» **Your objective**: Filter by the string "butt": return the lines of the material that contain it.
Top of Given information
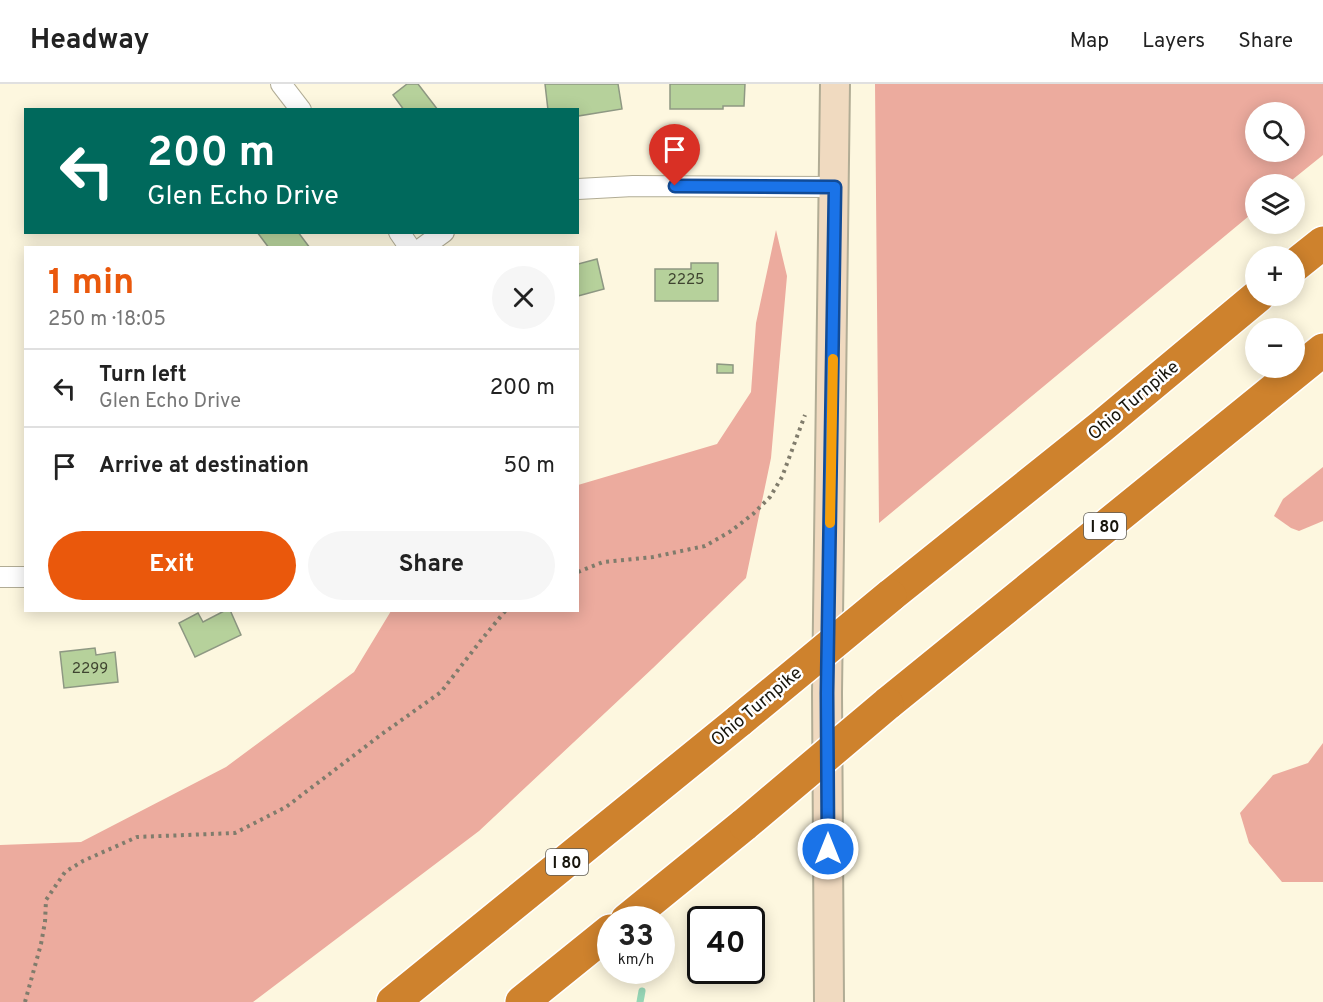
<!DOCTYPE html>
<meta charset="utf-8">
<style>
body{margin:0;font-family:Overpass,sans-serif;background:#f6f6f6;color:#222;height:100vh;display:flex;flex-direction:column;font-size:22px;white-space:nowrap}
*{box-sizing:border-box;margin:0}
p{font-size:20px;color:#767676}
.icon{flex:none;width:33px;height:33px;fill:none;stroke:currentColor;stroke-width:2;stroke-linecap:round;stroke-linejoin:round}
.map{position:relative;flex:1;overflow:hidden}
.side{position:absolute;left:24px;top:162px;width:555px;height:366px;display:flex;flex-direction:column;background:#fff;border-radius:0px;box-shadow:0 3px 15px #0003}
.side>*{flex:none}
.guide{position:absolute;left:24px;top:24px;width:555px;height:126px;border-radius:0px;box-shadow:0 3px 15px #0003;background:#00695c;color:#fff;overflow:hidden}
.fabs{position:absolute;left:1245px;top:18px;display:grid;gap:12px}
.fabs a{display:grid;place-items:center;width:60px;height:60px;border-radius:50%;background:#fff;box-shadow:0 3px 15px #0003;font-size:30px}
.speed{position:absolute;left:597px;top:822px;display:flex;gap:12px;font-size:30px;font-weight:700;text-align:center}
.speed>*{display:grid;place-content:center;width:78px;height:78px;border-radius:50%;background:#fff;box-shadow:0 3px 15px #0003;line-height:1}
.speed small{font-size:15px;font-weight:400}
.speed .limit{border:3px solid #111;border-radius:9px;background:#fff;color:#111}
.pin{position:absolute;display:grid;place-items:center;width:51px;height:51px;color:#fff;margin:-62px -26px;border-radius:50% 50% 50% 0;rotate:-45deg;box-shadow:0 0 6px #0007}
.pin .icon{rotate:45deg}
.me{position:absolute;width:66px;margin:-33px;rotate:0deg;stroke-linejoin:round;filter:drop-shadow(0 0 4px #0008)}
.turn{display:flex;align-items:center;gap:21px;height:126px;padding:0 24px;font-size:27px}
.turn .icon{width:78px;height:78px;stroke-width:2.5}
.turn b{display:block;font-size:42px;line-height:51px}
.round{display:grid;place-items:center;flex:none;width:63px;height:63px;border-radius:32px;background:#f6f6f6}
.summary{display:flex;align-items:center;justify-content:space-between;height:102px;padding:0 24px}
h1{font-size:36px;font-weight:700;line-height:45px;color:#ea580c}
.cta{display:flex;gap:12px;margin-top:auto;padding:12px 24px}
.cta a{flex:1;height:69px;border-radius:36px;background:#ea580c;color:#fff;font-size:24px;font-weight:700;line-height:69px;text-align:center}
.cta a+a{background:#f6f6f6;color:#222}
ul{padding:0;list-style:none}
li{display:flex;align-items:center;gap:18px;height:78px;padding:0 24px;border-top:2px solid #e0e0e0}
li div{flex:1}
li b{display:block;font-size:22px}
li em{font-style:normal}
header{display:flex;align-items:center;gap:36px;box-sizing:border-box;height:84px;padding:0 30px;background:#fff;border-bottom:2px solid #e0e0e0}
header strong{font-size:28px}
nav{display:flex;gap:33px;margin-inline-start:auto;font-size:21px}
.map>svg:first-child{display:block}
.forest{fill:#ecab9e;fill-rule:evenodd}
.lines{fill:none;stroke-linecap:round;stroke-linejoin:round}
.stream{stroke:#97d6b6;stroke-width:7}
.building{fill:#b6d19b;stroke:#8e9883;stroke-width:1.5}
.street-casing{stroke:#b1ac95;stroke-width:22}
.secondary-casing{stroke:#b1ac95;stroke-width:32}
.highway-casing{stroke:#fff;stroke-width:36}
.path{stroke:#807c6c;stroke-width:4;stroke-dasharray:3 4.5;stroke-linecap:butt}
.street{stroke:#fff;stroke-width:20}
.secondary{stroke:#f0dac0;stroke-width:28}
.highway{stroke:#ce822d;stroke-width:33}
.highway-bridge-casing{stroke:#fff;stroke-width:36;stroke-linecap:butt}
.highway-bridge{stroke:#ce822d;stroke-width:33}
.route-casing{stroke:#114b97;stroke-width:15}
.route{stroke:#1a73e8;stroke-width:10}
.slow{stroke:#f59e0b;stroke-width:10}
.labels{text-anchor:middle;stroke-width:5;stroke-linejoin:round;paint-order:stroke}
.number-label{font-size:15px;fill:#3f4430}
.shield{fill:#fff;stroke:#5d5b55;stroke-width:1.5}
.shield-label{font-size:16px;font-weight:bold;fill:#17150c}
.street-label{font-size:18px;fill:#17150c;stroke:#fff}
</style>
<header>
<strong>Headway</strong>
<nav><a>Map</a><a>Layers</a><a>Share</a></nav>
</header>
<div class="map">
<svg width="1323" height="918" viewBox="0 0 1323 918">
<rect width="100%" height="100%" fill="#fdf7df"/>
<g class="forest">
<path d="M875 0H1323V71L1287 100H1256L1255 127 879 439ZM1256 28H1294V68H1256Z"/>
<path d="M776 146 787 192 771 374 746 494 653 584 479 747 253 918H0V761L81 758 226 683 354 588 391 527 578 526V401L717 360 751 308 756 239Z"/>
<path d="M1323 383V437L1299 447 1291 444 1274 432 1283 415Z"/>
<path d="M1323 659V798H1282L1249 759 1240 729 1273 691 1308 679Z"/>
</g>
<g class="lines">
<path class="stream" d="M640 918 642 907"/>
</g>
<g class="building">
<path d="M407 0H418L438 26H404L393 11Z"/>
<path d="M545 0H618L622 25 578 32V26H548Z"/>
<path d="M670 0H745L744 22H723V25H670Z"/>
<path d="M257 148H298L310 164H269Z"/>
<path d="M597 175 604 205 578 212V180Z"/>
<path d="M691 179H718V217H655V185H691Z"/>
<path d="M717 280 733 281V289H717Z"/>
<path d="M226 526H230L241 551 195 573 179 539 198 529 203 538Z"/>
<path d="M95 564 96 571 115 568 118 598 64 604 60 568Z"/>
</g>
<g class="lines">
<g class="street-casing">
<g id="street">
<path d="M281 0 301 26"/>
<path d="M578 105 633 102 835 103"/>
<path d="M399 148 410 164"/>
<path d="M422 164 444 148"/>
<path d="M0 493H26"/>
</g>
</g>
<g class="secondary-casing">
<path id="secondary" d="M829 918 827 609 835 0"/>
</g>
<g class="highway-casing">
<g id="highway">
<path d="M1294 182 1323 159"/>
<path d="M890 512 1102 342 1258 212"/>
<path d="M887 620 1323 266"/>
<path d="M627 836 745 740"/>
<path d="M393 918 740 636"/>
<path d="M522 918 610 847"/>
</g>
</g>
<g class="path">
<path d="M578 488 603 478 653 473 705 462 731 447 753 430 770 413 782 393 805 331"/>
<path d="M25 918 41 860 45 838 46 816 65 788 83 777 137 753 235 749 286 723 382 650 441 608 482 555 506 526"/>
</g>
<use href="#street" class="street"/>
<use href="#secondary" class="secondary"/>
<use href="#highway" class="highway"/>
<g class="highway-bridge-casing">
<g id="highway-bridge">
<path d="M740 636 890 512"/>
<path d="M745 740 887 620"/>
</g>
</g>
<use href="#highway-bridge" class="highway-bridge"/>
</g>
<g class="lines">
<g class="route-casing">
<path id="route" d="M675 102 835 103 827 609 828 765"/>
</g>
<use href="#route" class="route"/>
<path class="slow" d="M830 439 833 275"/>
</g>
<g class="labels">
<g class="number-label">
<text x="686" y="200">2225</text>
<text x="90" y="589">2299</text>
</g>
<g class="shield">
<rect x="1084" y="429" width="42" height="26" rx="4.5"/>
<rect x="546" y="765" width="42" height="26" rx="4.5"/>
</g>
<g class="shield-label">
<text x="1105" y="448">I 80</text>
<text x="567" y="784">I 80</text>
</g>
<g class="street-label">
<text transform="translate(1133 316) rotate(-40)" y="6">Ohio Turnpike</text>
<text transform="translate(756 622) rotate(-40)" y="6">Ohio Turnpike</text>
</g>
</g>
</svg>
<div class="fabs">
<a><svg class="icon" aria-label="search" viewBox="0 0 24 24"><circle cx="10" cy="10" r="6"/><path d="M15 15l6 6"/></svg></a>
<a><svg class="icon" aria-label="layers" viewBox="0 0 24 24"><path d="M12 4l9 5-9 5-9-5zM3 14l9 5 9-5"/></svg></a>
<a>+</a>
<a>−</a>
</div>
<div class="speed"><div>33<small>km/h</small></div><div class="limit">40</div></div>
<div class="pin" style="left:675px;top:102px;background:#d93025"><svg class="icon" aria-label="arrive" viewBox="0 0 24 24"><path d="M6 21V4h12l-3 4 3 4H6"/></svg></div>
<svg class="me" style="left:828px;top:765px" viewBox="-20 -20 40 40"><circle r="17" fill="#1a73e8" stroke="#fff" stroke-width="3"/><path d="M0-11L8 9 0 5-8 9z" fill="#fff"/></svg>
<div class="guide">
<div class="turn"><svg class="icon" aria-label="left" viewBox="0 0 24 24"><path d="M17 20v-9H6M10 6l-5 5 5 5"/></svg><div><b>200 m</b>Glen Echo Drive</div></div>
</div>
<section class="side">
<div class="summary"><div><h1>1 min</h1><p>250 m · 18:05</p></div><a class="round"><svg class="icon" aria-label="close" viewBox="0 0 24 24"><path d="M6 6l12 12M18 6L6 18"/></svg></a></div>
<ul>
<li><svg class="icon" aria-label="left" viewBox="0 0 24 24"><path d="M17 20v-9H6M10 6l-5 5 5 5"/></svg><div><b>Turn left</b><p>Glen Echo Drive</p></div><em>200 m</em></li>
<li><svg class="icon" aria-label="arrive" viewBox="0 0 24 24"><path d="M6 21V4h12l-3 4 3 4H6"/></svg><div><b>Arrive at destination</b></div><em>50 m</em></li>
</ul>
<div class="cta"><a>Exit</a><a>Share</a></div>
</section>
</div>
Bottom of Given information
» **Answer for this exercise**:
.path{stroke:#807c6c;stroke-width:4;stroke-dasharray:3 4.5;stroke-linecap:butt}
.highway-bridge-casing{stroke:#fff;stroke-width:36;stroke-linecap:butt}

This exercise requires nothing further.